BEGIN Given records

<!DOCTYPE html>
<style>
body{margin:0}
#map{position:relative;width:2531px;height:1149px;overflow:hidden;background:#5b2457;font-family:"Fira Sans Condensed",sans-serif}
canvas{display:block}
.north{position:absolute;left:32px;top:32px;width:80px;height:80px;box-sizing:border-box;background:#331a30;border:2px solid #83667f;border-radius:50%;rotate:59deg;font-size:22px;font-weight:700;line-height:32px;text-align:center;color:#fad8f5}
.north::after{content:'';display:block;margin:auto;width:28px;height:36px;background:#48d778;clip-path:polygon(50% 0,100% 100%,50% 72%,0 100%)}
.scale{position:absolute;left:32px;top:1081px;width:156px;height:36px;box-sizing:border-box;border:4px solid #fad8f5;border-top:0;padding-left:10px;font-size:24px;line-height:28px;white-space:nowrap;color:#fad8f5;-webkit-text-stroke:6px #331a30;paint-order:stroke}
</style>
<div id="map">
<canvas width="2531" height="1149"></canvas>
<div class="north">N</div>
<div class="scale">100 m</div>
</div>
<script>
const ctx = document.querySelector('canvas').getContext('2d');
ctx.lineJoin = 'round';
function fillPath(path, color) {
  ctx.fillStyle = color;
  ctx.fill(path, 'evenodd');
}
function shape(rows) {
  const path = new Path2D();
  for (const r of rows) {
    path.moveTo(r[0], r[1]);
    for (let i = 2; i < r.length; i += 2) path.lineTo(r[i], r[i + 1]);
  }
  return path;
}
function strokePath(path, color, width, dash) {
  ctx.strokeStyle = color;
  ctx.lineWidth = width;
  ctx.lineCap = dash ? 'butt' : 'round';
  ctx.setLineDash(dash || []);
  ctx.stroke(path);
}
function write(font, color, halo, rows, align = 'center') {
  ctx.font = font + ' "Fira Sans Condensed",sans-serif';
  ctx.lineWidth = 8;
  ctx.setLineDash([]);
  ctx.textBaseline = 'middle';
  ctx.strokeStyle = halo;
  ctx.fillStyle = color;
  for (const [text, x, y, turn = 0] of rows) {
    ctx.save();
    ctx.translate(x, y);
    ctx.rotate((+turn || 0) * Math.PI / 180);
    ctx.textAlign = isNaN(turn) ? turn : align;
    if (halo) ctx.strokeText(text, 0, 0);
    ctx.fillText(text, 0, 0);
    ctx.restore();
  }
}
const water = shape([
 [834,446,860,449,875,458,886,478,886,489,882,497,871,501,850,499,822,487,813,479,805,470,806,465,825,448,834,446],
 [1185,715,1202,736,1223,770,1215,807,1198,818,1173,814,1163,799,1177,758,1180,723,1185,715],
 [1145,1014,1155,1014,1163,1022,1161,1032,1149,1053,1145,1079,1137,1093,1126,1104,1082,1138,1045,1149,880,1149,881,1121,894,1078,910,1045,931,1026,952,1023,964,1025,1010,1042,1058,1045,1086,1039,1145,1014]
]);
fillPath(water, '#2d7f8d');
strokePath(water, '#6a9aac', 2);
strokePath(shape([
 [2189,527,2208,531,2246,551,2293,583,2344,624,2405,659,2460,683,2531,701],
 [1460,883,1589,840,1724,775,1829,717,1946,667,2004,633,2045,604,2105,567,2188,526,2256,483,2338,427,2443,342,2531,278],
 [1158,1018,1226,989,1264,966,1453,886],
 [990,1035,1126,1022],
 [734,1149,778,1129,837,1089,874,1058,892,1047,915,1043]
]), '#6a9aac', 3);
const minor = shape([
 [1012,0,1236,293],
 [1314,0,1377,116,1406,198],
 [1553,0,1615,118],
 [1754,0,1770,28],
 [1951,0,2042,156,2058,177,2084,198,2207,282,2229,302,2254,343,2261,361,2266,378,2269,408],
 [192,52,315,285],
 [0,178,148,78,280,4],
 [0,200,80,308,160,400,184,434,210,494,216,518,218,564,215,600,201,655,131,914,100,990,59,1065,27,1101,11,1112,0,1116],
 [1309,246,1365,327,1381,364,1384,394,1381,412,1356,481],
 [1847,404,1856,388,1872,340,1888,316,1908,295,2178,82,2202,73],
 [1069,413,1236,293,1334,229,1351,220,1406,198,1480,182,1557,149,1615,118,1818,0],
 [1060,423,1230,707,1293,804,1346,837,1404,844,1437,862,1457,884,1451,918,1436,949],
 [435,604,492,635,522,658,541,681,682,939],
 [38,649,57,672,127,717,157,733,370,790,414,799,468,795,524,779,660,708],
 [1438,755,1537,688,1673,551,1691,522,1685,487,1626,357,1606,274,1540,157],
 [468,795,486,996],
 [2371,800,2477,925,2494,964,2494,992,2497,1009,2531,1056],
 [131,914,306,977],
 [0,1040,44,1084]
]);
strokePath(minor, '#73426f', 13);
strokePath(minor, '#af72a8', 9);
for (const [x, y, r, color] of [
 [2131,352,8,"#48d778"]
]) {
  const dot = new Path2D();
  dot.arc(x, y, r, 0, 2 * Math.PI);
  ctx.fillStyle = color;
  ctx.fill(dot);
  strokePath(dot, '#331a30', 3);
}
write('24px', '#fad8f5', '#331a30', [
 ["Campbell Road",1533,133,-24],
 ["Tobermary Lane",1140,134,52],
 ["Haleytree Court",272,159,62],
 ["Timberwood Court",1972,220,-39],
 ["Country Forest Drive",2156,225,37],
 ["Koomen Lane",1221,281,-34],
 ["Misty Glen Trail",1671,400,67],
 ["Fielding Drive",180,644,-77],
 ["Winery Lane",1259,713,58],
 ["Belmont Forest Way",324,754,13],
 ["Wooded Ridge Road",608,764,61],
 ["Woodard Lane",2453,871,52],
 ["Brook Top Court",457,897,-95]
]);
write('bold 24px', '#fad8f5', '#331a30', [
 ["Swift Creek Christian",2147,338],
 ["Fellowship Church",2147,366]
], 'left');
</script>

END Given records

→ Required action:
The response must hold only the lines above from the line with "function strokePath(path, color, width, dash)" through the line with "function write(font, color, halo, rows, align", each copied exactly, both ends kept.

→ Problem solution:
function strokePath(path, color, width, dash) {
  ctx.strokeStyle = color;
  ctx.lineWidth = width;
  ctx.lineCap = dash ? 'butt' : 'round';
  ctx.setLineDash(dash || []);
  ctx.stroke(path);
}
function write(font, color, halo, rows, align = 'center') {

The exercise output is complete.